Sie pries die Vorteile der Sonderbeschulung und argumentierte zudem, Kinder mit Behinderungen würden in der Regelschule so häufig gemobbt, daher sei eine Sonderbeschulung für sie besser.

Abgesehen davon, dass Mobbing selbstverständlich auch in Sonderschulen passiert, irritiert es, dass die für Gewaltschutz zuständige Ministerin dafür plädiert, Opfer von Gewalttaten auszusondern. Dabei ist bekannt, dass Aussonderung als ebenso schmerzhaft empfunden wird wie körperliche Verletzungen. Für den Erhalt von Sonderschulen scheint der Ministerin kein Argument zu eigenartig.

Von der Bundes-, zur Landes- zur Gemeindeebene

In einem nächsten Schritt setzte sich der Tiroler Landeshauptmann Günther Platter in seiner Rolle als derzeitiger Vorsitzender der Landeshauptleutekonferenz per Presseaussendungen für die Sonderschulen ein.

Dabei war ihm vor allem das Ansehen der dort beschäftigten Lehrer ein Anliegen, das durch die Kritik an Sonderschulen beschädigt würde. Schließlich bringen sich nun auch auf Gemeindeebene ÖVP-Politiker ein: Aktuell unterstützt beispielsweise Eva Maria Posch, Bürgermeisterin in Hall in Tirol, Karmasins und Platters Aussagen und plädiert für ein Nebeneinander von Inklusion und Sonderschule, das Haller Blatt, eine lokale Bezirkszeitschrift, berichtet aktuell dazu.

Es fehlen mir die Ressourcen, um österreichweit zu recherchieren, wo sonst sich überall ÖVP-Lokalpolitiker öffentlich für die Aussonderung von behinderten Kindern und Jugendlichen aussprechen, aber dass sich die Haller Bürgermeisterin gerade jetzt wieder so äußert, nährt meine Vermutung, dass all diese Wortspenden Teil einer bundesweiten Kampagne der ÖVP sein könnte.

Diese Kampagne dürfte in direktem Zusammenhang mit dem Bildungsreformgesetz 2017 stehen, dessen Entwurf bis vor kurzem zur Begutachtung vorlag. Darin ist vorgesehen, dass die Funktion der Zentren für Inklusiv- und Sonderpädagogik von Sonderschulen abgekoppelt und beim pädagogischen Dienst der regionalen Bildungsdirektionen verankert wird.
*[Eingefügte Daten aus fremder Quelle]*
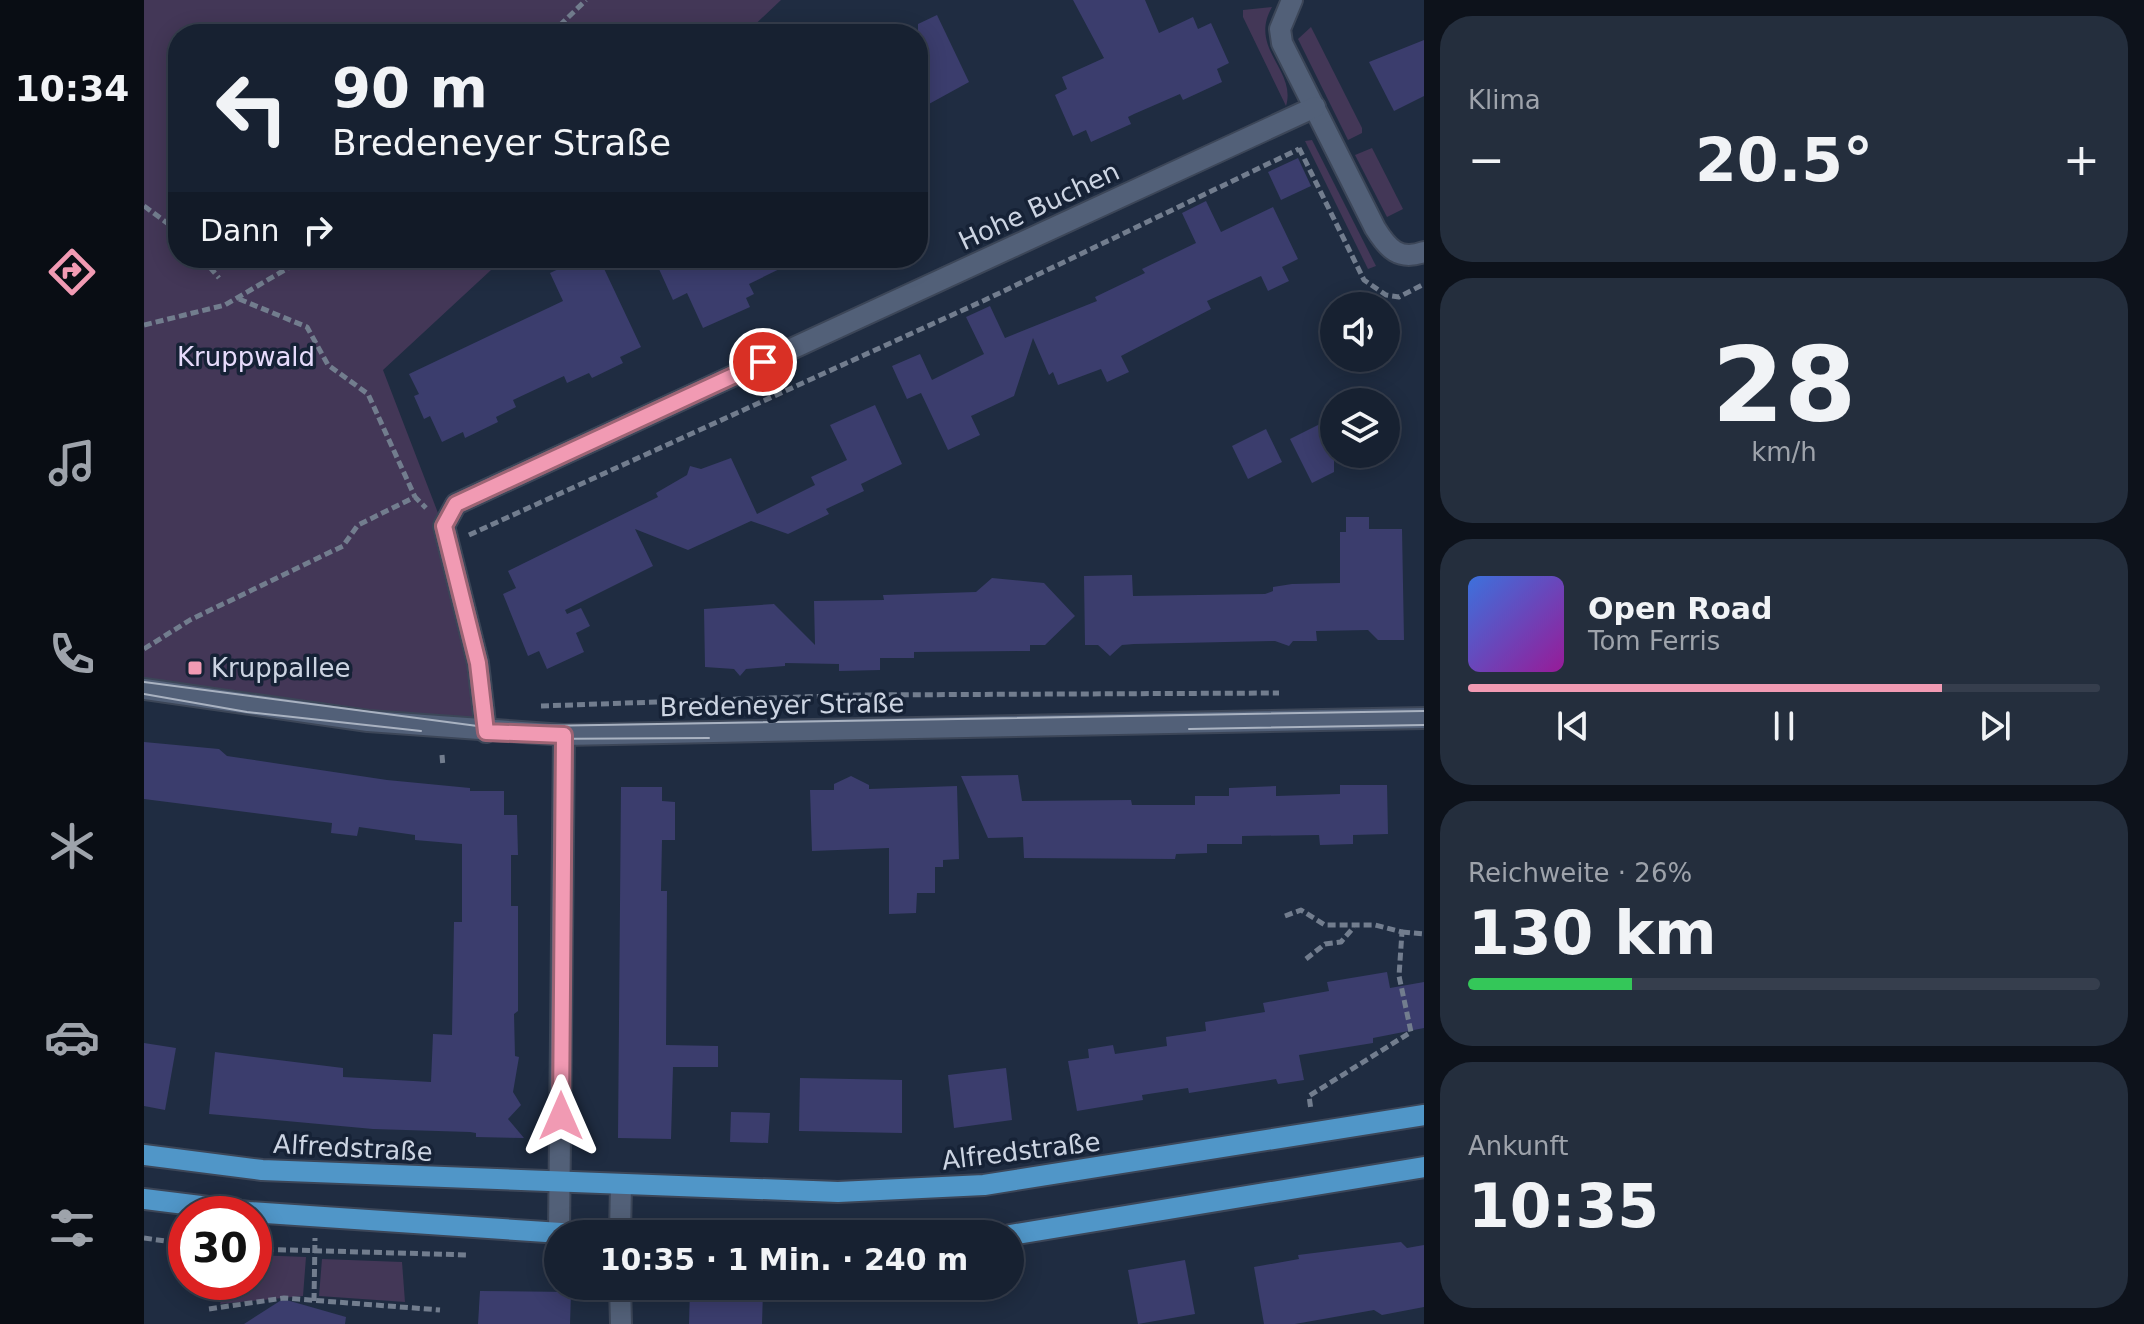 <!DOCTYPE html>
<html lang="de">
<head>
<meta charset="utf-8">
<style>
  :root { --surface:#172131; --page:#242e3d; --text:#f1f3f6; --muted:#9ea3ab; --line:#363e4d; --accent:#f19ab3 }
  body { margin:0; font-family:"DejaVu Sans",sans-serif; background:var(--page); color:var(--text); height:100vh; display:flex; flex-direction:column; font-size:30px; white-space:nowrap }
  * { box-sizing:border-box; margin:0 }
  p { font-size:26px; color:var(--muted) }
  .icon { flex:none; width:44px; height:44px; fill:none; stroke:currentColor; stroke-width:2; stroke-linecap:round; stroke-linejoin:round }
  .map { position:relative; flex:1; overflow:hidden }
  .sheet { display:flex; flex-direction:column; gap:16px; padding:16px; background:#0d121b; width:720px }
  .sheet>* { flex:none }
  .top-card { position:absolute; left:24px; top:24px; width:760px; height:244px; border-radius:32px; box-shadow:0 4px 20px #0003,0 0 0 2px var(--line); background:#172131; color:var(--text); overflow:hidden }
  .controls { position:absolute; left:1176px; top:292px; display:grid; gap:16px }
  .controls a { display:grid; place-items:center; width:80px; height:80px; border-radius:50%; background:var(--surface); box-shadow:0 4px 20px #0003,0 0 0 2px var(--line); font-size:40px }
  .speed { position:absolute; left:24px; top:1196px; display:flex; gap:16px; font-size:40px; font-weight:700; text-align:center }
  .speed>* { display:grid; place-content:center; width:104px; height:104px; border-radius:50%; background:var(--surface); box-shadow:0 4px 20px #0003,0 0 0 2px var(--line); line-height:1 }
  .speed .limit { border:12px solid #d22; background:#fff; color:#111 }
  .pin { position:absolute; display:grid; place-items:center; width:68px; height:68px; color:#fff; margin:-34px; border:4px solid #fff; border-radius:50%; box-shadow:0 2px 8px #0007 }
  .me { position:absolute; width:88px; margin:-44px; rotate:0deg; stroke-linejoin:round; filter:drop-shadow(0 0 6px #0008) }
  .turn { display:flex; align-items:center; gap:28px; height:168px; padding:0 32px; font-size:36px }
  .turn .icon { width:104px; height:104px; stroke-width:2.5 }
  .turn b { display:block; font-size:56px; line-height:68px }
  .then { display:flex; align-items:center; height:76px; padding:0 32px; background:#0003; gap:16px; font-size:30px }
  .big { font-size:60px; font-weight:600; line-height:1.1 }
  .sheet .widget { flex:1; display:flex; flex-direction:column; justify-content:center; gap:12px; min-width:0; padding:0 28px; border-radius:32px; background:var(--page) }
  .sheet .dial { align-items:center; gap:0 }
  .dial b { font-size:104px; line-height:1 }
  .song { display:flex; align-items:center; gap:24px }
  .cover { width:96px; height:96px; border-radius:12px; background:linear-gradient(135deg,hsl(220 70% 55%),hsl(300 70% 35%)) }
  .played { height:8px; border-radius:4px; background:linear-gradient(90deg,var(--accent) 75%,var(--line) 75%) }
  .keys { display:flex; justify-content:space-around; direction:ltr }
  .heat { display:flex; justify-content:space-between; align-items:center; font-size:44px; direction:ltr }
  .charge { height:12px; border-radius:6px; background:linear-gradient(90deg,#34c759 26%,var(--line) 0) }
  .trip { position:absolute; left:400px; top:1220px; width:480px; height:80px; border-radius:40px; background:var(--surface); box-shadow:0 4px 20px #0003,0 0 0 2px var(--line); font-weight:600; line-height:80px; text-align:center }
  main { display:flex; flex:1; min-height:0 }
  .tab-bar { display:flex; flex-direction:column; width:144px; justify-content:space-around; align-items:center; background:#090d14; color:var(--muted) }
  .tab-bar .icon { width:56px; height:56px }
  .tab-bar .selected { color:var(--accent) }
  .tab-bar b { font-size:36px; color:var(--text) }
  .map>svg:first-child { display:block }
  .green { fill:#433757 }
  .building { fill:#3b3d6d }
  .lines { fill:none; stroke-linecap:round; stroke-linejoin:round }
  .minor-casing { stroke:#3c4658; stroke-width:24 }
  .tertiary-casing { stroke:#3c4658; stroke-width:24 }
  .primary-casing { stroke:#3c4658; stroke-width:24 }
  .path { stroke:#727d8e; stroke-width:5; stroke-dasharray:8 4; stroke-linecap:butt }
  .minor { stroke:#526078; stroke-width:20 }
  .tertiary { stroke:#526078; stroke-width:20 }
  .primary { stroke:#5096c8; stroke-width:20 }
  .tram { stroke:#a9b2c1; stroke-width:2 }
  .route-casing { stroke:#9d6474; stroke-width:20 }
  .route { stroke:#f19ab3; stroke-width:14 }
  .poi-dot { fill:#f19ab3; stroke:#162236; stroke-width:3 }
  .labels { text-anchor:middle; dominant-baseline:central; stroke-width:7; stroke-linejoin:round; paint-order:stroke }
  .street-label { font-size:26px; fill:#ccd4e2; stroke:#162236 }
  .park-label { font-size:26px; fill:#e7dcfc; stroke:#162236 }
  .poi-label { font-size:26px; fill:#ccd4e2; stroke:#162236; text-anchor:start }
</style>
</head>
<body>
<main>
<nav class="tab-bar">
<b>10:34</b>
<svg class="icon selected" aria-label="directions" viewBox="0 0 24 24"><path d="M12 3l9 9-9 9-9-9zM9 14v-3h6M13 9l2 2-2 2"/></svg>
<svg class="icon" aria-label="music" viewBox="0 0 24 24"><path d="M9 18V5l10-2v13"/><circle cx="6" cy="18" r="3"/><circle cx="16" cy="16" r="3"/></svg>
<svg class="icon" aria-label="phone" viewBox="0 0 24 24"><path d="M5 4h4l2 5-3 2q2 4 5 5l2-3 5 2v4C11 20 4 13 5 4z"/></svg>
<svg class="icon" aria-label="climate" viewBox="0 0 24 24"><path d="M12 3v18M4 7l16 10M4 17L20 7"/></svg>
<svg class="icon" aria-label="car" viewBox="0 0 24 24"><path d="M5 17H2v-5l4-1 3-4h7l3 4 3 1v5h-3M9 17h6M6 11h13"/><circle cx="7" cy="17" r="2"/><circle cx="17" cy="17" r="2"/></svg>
<svg class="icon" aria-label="filters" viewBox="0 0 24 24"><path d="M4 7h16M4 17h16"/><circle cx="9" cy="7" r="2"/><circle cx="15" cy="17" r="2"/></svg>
</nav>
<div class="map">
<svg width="1280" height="1324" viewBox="0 0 1280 1324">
  <rect width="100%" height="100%" fill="#1f2c41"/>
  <g class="green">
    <polygon points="0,0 637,0 601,34 34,34 34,258 360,258 239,370 299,526 341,733 0,687"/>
    <path d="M1128,7C1104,49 1153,70 1142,106L1099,17V10Z"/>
    <polygon points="1167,27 1218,128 1218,133 1204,140 1154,39"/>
    <polygon points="1168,140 1232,266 1224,269 1161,141"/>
    <polygon points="1228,148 1259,209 1243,217 1211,155"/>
    <polygon points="110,1255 162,1257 159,1296 76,1304 82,1282 110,1282"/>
    <polygon points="178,1259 258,1262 261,1302 175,1296"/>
  </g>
  <g class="building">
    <polygon points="929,0 1001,0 1015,33 1049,17 1054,29 1067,23 1085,63 1073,69 1078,82 1039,100 1036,94 990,114 984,117 987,124 947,142 942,130 929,136 911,95 923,89 918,77 960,58"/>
    <polygon points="793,15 825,82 774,110 774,24"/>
    <polygon points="1280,40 1280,96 1250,111 1225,62"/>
    <polygon points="1154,158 1167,186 1137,200 1124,172"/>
    <polygon points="1062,201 1077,232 1129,207 1154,259 1138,267 1145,281 1124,291 1117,276 1063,301 1067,309 977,356 985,372 963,382 957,369 914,385 909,372 905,375 889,338 870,396 827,416 836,435 804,450 777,393 763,399 748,366 776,354 788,380 840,354 822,317 846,306 861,338 953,301 951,297 1001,273 998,269 1052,243 1038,213"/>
    <polygon points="438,258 455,258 497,347 476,357 479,363 448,378 445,373 423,383 420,376 369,400 372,407 352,417 354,422 321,438 319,432 298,442 286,416 280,419 270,396 275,394 265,374 419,301 406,273"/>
    <polygon points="510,258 658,258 605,284 610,294 602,298 606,307 559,328 543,293 529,300"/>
    <polygon points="731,405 758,464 717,484 720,491 682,509 685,514 644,534 607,521 544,550 491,529 509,566 421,610 423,614 437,608 446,626 432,633 440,652 403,669 395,651 384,656 359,594 372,588 364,571 514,497 512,493 543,475 546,466 557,469 587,458 613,514 671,485 667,477 703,460 686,425"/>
    <polygon points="1190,417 1190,472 1168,483 1146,439"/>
    <polygon points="1122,429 1138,462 1104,479 1088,446"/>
    <polygon points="1202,517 1225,517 1225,529 1258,529 1260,640 1234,640 1224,630 1172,631 1173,641 1149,641 1145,646 1131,641 990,644 978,645 966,656 954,645 941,645 940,576 988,575 989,596 1121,594 1129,591 1129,587 1148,584 1196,583 1196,532 1202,532"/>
    <polygon points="848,578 900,583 931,616 901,645 886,645 886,651 770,652 770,658 736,658 736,670 695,671 695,664 641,663 641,666 602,669 596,676 590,669 561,667 560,609 630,604 671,645 670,601 740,600 739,595 832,592"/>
    <polygon points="0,742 75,749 83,756 243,780 326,788 326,791 360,791 360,815 373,815 374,855 367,855 367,906 374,906 374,1011 370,1014 371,1056 375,1057 369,1092 377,1105 364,1119 380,1138 332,1137 332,1133 326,1132 229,1129 65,1114 71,1052 199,1068 199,1077 287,1082 289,1034 308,1035 310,922 318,922 318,844 271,840 271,835 215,827 213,836 187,833 188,823 0,799"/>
    <polygon points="874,775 878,801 987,800 988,805 1051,805 1051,796 1085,796 1085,788 1132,786 1132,796 1196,794 1196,785 1243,785 1244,834 1209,835 1209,844 1176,845 1175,835 1098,836 1098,844 1063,844 1063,853 1032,854 1031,859 880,858 879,837 844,838 817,776"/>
    <polygon points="707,776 725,785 725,789 813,786 815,859 799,860 799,867 791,867 791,893 773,893 772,913 745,914 745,848 668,851 666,790 690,790 690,784"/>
    <polygon points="477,787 518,787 518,801 531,802 531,840 518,840 517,891 523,891 522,1045 574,1046 574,1067 529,1067 527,1139 474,1138"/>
    <polygon points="1243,972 1246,988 1280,982 1280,1028 1229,1038 1229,1043 1155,1055 1160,1080 1134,1084 1132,1079 1045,1093 1044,1088 998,1095 999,1100 933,1111 924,1061 945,1058 944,1049 969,1045 971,1054 1023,1046 1022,1037 1062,1031 1061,1022 1121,1012 1119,1003 1185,991 1183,982"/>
    <polygon points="0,1043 32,1048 21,1110 0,1106"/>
    <polygon points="862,1068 868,1120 810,1128 804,1075"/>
    <polygon points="656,1078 758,1080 758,1133 655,1131"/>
    <polygon points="587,1112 626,1113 624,1143 586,1142"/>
    <polygon points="1257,1242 1263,1248 1280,1245 1280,1307 1238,1315 1230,1310 1151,1324 1120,1324 1110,1267 1155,1259 1154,1255"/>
    <polygon points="1041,1260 1051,1314 994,1324 984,1270"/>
    <polygon points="546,1289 619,1291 618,1324 545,1324"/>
    <polygon points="336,1291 427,1292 426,1324 334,1324"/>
    <polygon points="139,1299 202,1317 201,1324 100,1324"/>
  </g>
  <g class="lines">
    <g class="minor-casing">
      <g id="minor">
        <path d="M1148,0L1136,29L1138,43L1231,228C1244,249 1255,261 1280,252"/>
        <polyline points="342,732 334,663 300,526 312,504 1171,107"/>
        <polyline points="415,1234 420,735"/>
        <polyline points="476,1234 477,1184"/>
        <polyline points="476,1286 477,1324"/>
      </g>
    </g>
    <g class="tertiary-casing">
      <polyline id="tertiary" points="0,689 224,721 420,735 1280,718"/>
    </g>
    <g class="primary-casing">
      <g id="primary">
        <polyline points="0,1155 118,1170 694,1192 840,1185 1280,1115"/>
        <polyline points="0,1199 105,1212 432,1234"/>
        <polyline points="866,1235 1280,1167"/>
      </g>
    </g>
    <g class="path">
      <polyline points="407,34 442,0"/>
      <polyline points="1155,148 1220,280 1242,295 1255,297 1280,284"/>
      <polyline points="0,206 34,231"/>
      <polyline points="58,258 75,278"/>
      <polyline points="95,299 163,327 184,365 224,394 271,497"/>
      <polyline points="0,325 81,305 161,258"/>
      <polyline points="325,535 841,300 1155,149"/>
      <polyline points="0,649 46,620 199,546 214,525 271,497 282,508"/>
      <polyline points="397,706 714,695 1135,693"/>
      <polyline points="298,755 299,767"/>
      <polyline points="1141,916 1157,910 1181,925 1231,925 1258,932 1255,976 1267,1032 1165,1096 1167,1110"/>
      <polyline points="1258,932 1280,934"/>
      <polyline points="1162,959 1181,944 1197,942 1210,927"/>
      <polyline points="0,1238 42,1244"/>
      <polyline points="110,1249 325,1255"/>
      <polyline points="170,1301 171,1238"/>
      <polyline points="65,1309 140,1298 296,1310"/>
    </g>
    <use href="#minor" class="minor"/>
    <use href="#tertiary" class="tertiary"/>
    <use href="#primary" class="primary"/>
    <g class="tram">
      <polyline points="0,682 341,727 1280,711"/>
      <polyline points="0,694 103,712 277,731"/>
      <polyline points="1045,729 1280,725"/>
      <polyline points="385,739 565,738"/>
    </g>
  </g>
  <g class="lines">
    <g class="route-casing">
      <polyline id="route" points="417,1116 420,735 342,732 334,663 300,526 312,504 619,362"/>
    </g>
    <use href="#route" class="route"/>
  </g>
  <rect class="poi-dot" x="43" y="660" width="16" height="16" rx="4"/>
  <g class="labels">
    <g class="street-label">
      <text transform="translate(895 206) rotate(-25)">Hohe Buchen</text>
      <text transform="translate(638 705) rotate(-1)">Bredeneyer Straße</text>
      <text transform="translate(209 1148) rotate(3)">Alfredstraße</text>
      <text transform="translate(877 1151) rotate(-7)">Alfredstraße</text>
    </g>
    <g class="park-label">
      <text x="102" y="357">Kruppwald</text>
    </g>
    <g class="poi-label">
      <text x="67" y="668">Kruppallee</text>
    </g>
  </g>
</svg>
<div class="controls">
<a><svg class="icon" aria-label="sound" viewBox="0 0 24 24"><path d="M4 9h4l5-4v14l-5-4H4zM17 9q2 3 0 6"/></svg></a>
<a><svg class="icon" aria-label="layers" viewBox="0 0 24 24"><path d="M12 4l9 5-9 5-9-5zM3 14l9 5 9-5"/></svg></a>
</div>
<div class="speed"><div class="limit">30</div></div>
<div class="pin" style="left:619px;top:362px;background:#d93025"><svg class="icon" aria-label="arrive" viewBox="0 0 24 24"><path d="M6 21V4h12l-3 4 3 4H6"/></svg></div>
<svg class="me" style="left:417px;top:1116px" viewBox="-20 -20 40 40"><path d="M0-17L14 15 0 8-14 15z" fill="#f19ab3" stroke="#fff" stroke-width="4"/></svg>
<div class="trip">10:35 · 1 Min. · 240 m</div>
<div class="top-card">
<div class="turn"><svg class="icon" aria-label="left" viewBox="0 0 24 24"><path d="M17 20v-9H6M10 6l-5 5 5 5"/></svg><div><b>90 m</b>Bredeneyer Straße</div></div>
<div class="then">Dann<svg class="icon" aria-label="right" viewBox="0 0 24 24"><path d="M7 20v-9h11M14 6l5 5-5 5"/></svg></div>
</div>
</div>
<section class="sheet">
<div class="widget"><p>Klima</p>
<div class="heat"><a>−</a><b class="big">20.5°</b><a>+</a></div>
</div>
<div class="widget dial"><b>28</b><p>km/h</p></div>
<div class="widget">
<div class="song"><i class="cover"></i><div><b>Open Road</b><p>Tom Ferris</p></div></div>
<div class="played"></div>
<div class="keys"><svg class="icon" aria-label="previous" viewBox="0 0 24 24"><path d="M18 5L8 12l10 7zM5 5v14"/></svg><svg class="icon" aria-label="pause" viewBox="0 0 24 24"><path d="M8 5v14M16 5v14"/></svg><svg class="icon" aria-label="next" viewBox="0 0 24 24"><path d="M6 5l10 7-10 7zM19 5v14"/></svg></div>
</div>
<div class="widget"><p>Reichweite · 26%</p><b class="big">130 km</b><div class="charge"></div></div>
<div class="widget"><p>Ankunft</p><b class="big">10:35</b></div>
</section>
</main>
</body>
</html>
Teures, doppelgleisiges System

Dass die Beratung über Integration ebenso wie die Beurteilung des sonderpädagogischen Förderbedarfs Kindern bisher im Wesentlichen durch Sonderschulen erfolgte, war von Beginn an ein struktureller Widerspruch bei der Implementierung der schulischen Integration von behinderten Kindern. Dies hat zu einer enormen Zunahme von Schülern geführt, die im Lauf ihres Schullebens einen sonderpädagogischen Förderbedarf (SPF) erhalten, häufig sogar erst in der Sekundarstufe I.

Nur so ist auch die im internationalen Vergleich hohe Integrationsquote von bundesweit mehr als 50 Prozent zu erklären, wie der Nationale Bildungsbericht aus dem Jahr 2015 feststellt: „Die eigentlich erfreuliche Steigerung der Integrationsquote geht leider vor allem darauf zurück, dass heute in den allgemeinen Schulen mehr Kinder und Jugendliche einen SPF attestiert bekommen, sich die Anzahl der Sonderschüler/innen aber nur wenig verringert.“ Es ist ein teures, doppelgleisiges System entstanden, das außerordentlich viele Schüler als sonderpädagogisch förderbedürftig etikettiert und gleichzeitig jene Kinder, die im eigentlichen Sinn mit Behinderungen leben, frühzeitig und konsequent aussondert.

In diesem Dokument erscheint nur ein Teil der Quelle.